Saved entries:
------

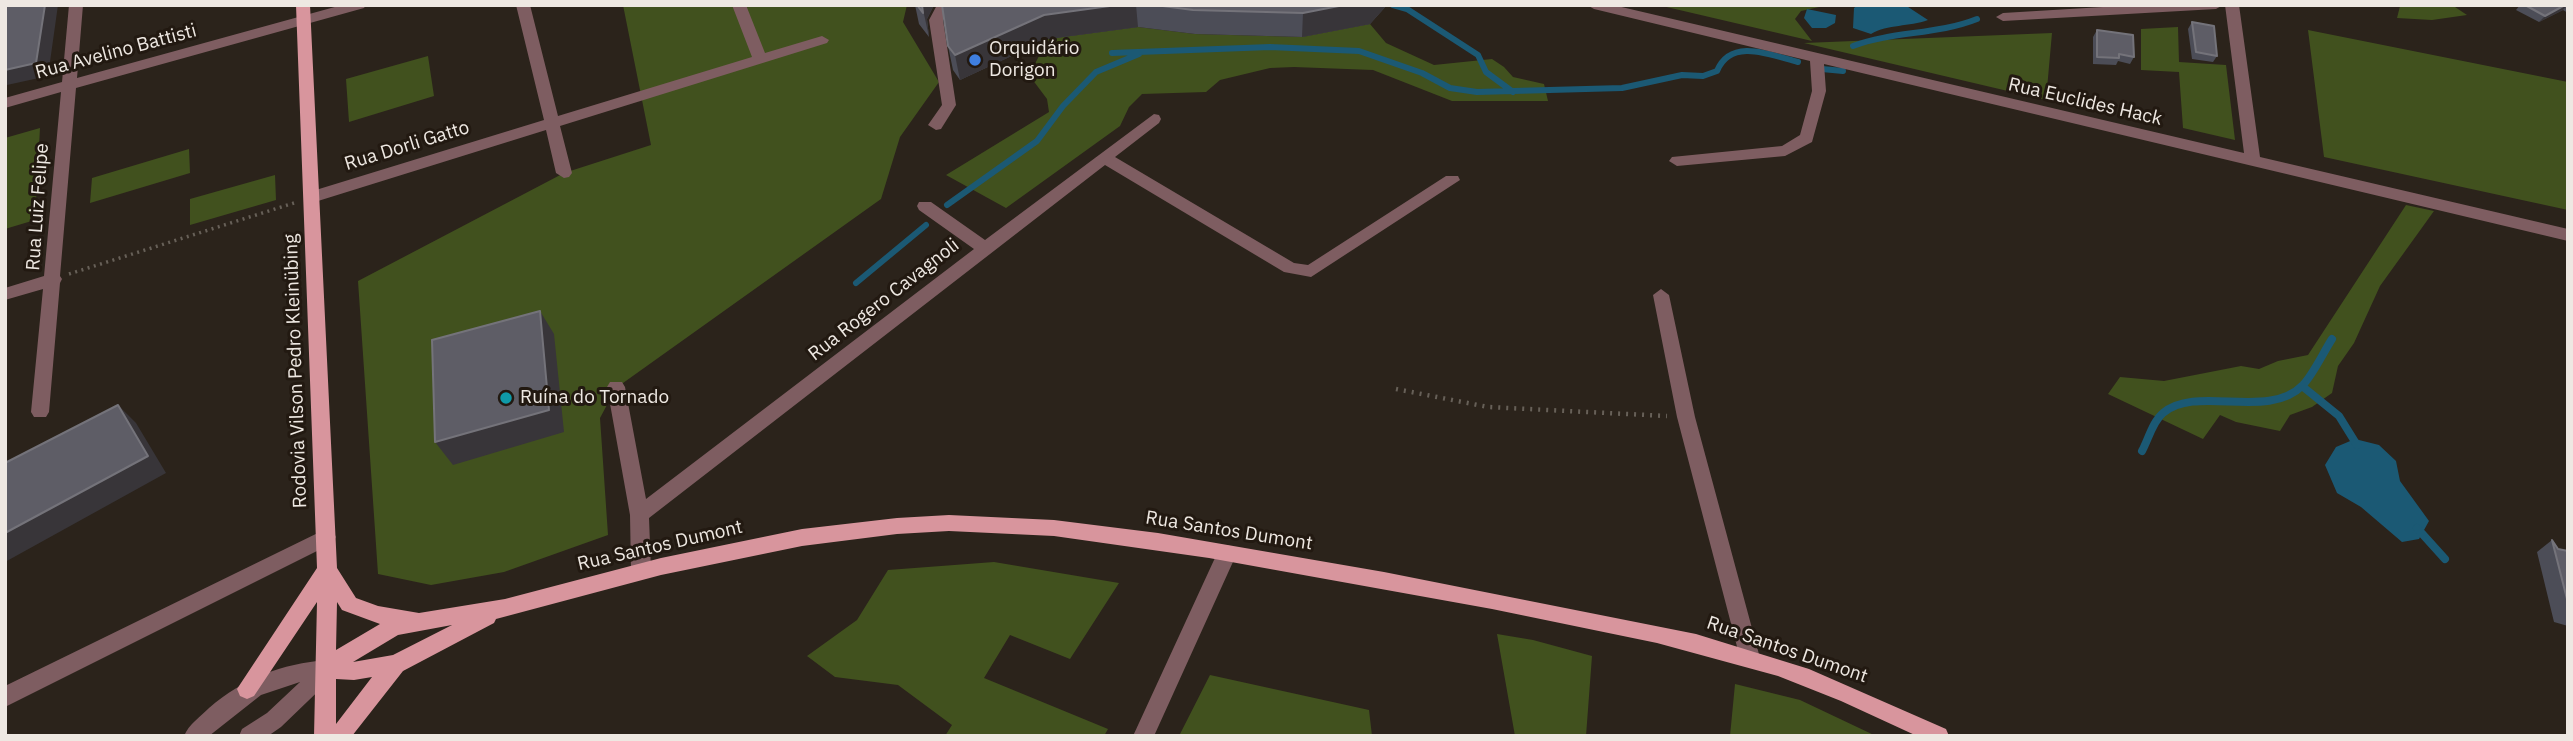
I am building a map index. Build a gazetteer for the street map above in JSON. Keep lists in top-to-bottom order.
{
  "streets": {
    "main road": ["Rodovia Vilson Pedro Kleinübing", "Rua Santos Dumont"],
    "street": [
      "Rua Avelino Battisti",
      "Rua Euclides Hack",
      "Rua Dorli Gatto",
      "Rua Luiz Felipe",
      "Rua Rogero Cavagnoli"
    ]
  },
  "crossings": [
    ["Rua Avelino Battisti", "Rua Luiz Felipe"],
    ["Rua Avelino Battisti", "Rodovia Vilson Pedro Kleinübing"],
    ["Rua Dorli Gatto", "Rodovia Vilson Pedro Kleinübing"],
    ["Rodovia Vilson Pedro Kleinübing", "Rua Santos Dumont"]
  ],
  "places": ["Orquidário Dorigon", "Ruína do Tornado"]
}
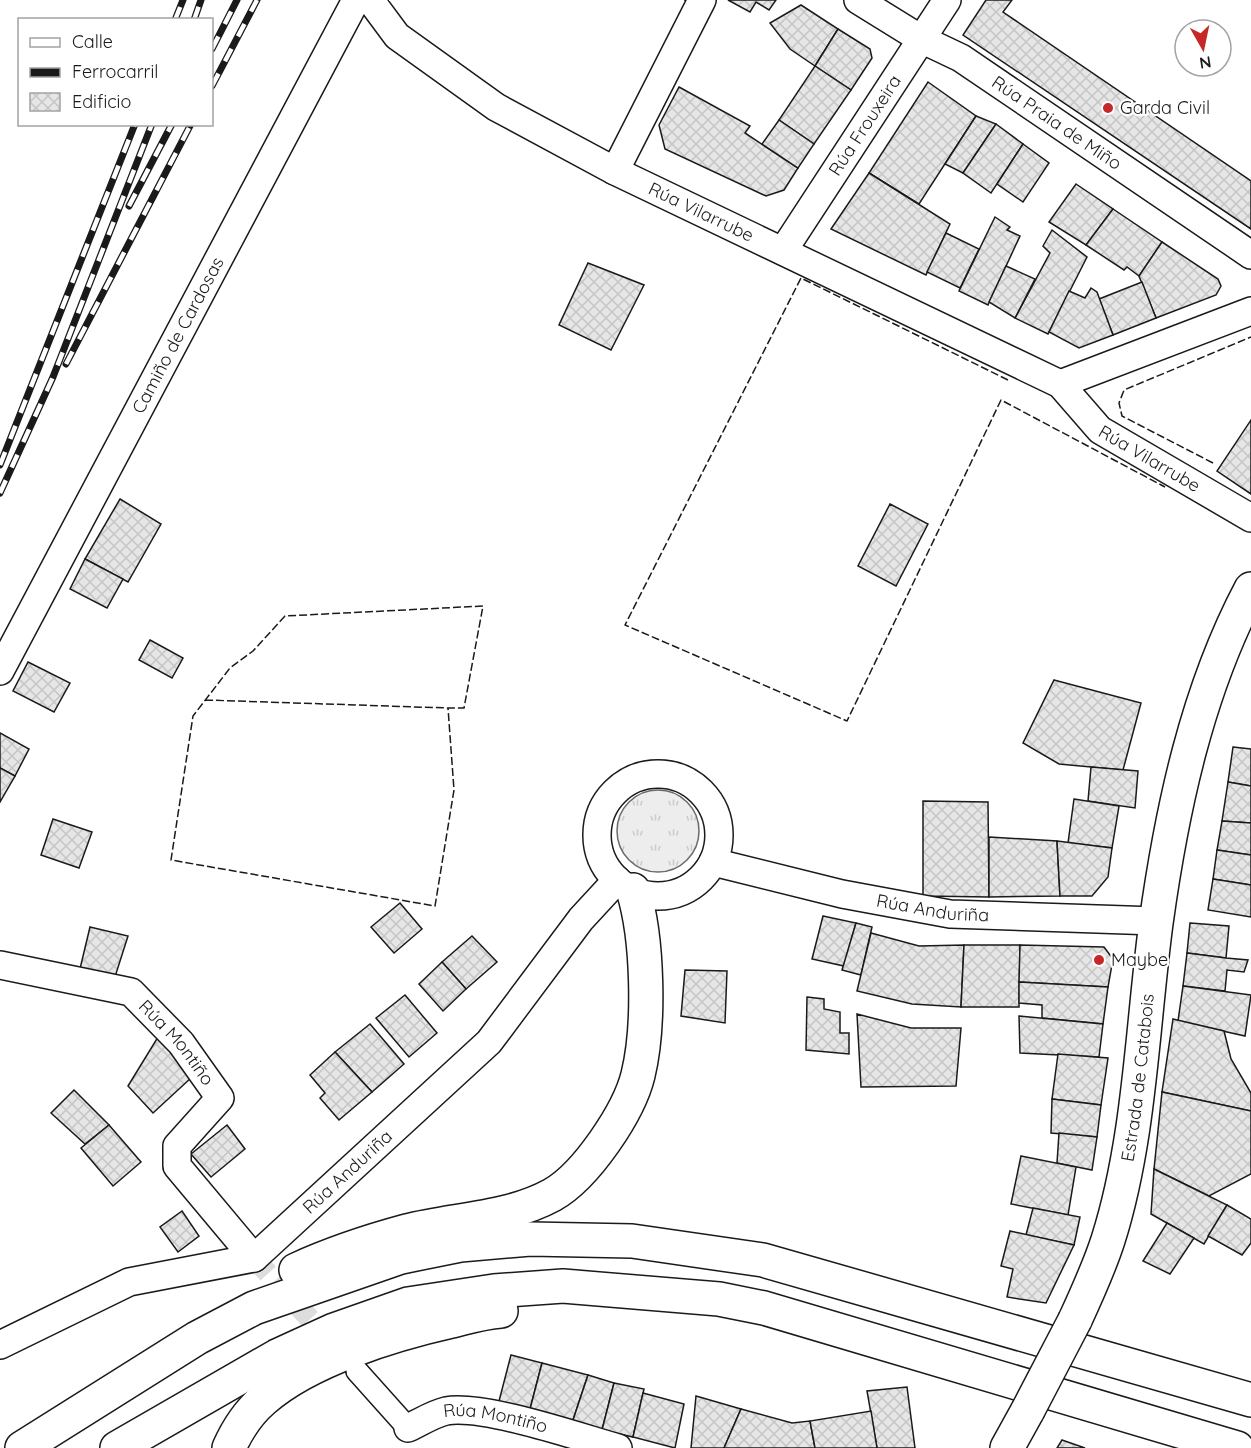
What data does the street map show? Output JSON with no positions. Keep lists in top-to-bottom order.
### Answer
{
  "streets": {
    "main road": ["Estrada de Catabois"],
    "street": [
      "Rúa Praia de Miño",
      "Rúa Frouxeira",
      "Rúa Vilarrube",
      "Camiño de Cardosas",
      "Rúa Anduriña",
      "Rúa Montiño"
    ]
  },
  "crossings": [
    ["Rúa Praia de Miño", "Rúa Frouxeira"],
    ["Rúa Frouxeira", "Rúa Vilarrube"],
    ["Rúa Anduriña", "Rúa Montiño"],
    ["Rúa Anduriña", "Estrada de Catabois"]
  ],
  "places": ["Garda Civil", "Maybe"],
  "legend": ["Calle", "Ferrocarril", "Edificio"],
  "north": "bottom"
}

------

THE TASK → Repeat the lines exactly as they stand, from the opening line of the data through the line with "What data does". Pictures stay out of the copy.

ANSWER FOR THIS EXERCISE →
I am building a map index. Build a gazetteer for the street map above in JSON. Keep lists in top-to-bottom order.
{
  "streets": {
    "main road": ["Rodovia Vilson Pedro Kleinübing", "Rua Santos Dumont"],
    "street": [
      "Rua Avelino Battisti",
      "Rua Euclides Hack",
      "Rua Dorli Gatto",
      "Rua Luiz Felipe",
      "Rua Rogero Cavagnoli"
    ]
  },
  "crossings": [
    ["Rua Avelino Battisti", "Rua Luiz Felipe"],
    ["Rua Avelino Battisti", "Rodovia Vilson Pedro Kleinübing"],
    ["Rua Dorli Gatto", "Rodovia Vilson Pedro Kleinübing"],
    ["Rodovia Vilson Pedro Kleinübing", "Rua Santos Dumont"]
  ],
  "places": ["Orquidário Dorigon", "Ruína do Tornado"]
}
What data does the street map show? Output JSON with no positions. Keep lists in top-to-bottom order.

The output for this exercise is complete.